"OPEC is caught between a rock and a hard place"

Amid tensions between the world’s largest oil producers, Professor Michael Tamvakis, Professor of Commodity Economics and Finance, Director, MSc in Energy, Trade and Finance, explains why the forthcoming OPEC meeting is going to be a particularly difficult one.

"The forthcoming Organisation of the Petroleum Exporting Countries (OPEC) meeting will see the world’s major oil producers come together on 22nd June, in Vienna, to discuss oil production quotas. There seem to be two opposing factions: Saudi Arabia and Russia is supporting a production increase whereas Iran, Iraq and Venezuela want the output (1.8 million barrels a day) to remain as is.

In addition, there has been a sell-off of commodities and stocks in the last few days which has brought prices down, in the wake of renewed intentions by President Trump to continue the tariff war. Low oil prices do need to a further increase in oil production – quite the contrary.

Russia is looking to grow its export income by a short-term increase in production, in the hope that the price holds. Saudi Arabia may have the same objective. They may also want to appease Trump who has been friendlier to them as opposed to the Obama administration.

If the output is intended to moderate the price hike and stop demand destruction, this demand destruction may have already happened in the last week. I don’t see why OPEC would open up the valves and push the price further down to $50s.

The meeting on 22nd June is a going to be tense.

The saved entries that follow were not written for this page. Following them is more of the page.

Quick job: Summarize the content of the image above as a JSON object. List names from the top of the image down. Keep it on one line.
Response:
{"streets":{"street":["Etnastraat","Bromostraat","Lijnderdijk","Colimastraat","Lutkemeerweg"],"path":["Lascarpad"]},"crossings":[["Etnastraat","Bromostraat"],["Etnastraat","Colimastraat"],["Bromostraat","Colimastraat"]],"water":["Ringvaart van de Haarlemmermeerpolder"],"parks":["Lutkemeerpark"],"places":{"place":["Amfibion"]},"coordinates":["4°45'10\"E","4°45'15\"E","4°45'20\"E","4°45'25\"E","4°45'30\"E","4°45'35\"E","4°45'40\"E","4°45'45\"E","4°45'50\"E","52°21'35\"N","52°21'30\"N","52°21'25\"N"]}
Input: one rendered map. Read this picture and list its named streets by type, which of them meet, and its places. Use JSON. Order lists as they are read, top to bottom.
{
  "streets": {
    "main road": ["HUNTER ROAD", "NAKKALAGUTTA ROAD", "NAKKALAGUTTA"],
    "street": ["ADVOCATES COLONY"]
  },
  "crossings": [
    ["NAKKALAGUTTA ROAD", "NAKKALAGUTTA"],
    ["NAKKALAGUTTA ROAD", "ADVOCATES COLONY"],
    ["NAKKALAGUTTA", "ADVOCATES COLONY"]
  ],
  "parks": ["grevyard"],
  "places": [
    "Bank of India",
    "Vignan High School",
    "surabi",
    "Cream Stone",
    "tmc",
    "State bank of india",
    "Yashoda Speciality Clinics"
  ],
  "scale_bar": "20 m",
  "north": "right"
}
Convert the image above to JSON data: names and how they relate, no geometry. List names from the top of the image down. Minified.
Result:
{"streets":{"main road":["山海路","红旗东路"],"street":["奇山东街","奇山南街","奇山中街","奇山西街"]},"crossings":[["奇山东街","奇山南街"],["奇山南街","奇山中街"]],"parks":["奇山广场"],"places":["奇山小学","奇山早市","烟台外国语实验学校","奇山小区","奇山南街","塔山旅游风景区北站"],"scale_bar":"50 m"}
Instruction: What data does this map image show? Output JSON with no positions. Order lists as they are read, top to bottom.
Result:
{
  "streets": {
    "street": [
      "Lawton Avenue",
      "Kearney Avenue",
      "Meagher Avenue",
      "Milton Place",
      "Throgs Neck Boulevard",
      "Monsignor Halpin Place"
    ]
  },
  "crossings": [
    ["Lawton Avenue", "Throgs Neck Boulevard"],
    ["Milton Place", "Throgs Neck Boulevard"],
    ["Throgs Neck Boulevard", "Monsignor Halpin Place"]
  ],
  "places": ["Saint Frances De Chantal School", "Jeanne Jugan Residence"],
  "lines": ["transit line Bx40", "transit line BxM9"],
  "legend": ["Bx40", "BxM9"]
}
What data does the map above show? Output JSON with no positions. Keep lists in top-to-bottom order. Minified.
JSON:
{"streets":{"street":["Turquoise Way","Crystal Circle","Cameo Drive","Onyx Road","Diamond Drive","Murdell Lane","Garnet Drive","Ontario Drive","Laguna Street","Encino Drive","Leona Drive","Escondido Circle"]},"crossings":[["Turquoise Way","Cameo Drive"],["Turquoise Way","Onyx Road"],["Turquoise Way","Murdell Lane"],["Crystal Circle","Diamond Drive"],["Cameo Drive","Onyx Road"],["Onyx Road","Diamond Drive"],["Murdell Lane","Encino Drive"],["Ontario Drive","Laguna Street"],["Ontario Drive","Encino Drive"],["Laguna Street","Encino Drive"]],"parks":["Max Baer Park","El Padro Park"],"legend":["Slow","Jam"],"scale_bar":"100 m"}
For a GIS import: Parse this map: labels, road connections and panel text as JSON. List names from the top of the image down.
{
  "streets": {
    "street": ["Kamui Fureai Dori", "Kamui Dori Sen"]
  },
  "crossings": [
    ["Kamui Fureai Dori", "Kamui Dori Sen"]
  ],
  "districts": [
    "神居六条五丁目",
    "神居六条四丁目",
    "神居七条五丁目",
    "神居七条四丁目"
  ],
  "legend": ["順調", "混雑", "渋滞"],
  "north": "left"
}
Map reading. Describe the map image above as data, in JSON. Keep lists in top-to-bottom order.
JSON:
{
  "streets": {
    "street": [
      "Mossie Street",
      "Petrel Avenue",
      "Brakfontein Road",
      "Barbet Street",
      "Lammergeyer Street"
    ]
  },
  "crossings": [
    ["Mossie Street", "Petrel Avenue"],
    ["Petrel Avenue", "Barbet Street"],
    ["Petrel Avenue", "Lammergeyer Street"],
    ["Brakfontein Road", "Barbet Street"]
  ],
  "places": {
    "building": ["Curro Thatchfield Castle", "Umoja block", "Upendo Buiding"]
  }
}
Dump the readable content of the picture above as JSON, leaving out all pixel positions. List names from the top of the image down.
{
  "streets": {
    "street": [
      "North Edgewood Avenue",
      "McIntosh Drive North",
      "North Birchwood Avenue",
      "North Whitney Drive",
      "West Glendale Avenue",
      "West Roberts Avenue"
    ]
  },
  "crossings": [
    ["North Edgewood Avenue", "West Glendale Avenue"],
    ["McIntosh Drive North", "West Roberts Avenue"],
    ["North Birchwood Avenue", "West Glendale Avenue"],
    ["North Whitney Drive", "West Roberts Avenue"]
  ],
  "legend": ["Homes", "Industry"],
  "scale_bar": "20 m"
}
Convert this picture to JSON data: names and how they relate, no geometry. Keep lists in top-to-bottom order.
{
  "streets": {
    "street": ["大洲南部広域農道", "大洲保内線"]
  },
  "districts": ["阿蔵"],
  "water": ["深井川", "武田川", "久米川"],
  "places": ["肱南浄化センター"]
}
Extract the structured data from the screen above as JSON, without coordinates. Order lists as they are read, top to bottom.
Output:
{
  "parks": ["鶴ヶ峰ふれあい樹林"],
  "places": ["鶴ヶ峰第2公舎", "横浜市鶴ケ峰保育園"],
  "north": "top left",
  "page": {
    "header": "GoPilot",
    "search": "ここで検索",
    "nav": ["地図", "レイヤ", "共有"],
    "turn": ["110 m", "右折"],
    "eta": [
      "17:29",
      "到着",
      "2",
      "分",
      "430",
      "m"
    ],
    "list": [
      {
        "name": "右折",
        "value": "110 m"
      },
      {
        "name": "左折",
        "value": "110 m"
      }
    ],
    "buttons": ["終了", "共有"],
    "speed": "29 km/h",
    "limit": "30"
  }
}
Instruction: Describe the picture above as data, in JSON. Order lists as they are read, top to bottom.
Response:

I suspect a compromise will be made to keep everyone happy, including Russia who seems willing to collaborate with OPEC even as a non-member.

OPEC is caught between a rock and a hard place at the moment; if they decide to increase output and the price drops, it will lead to a loss in income for OPEC and discourage US shale producers to pump out more. If they keep current quotas, the opposite will happen. There is no perfect strategy."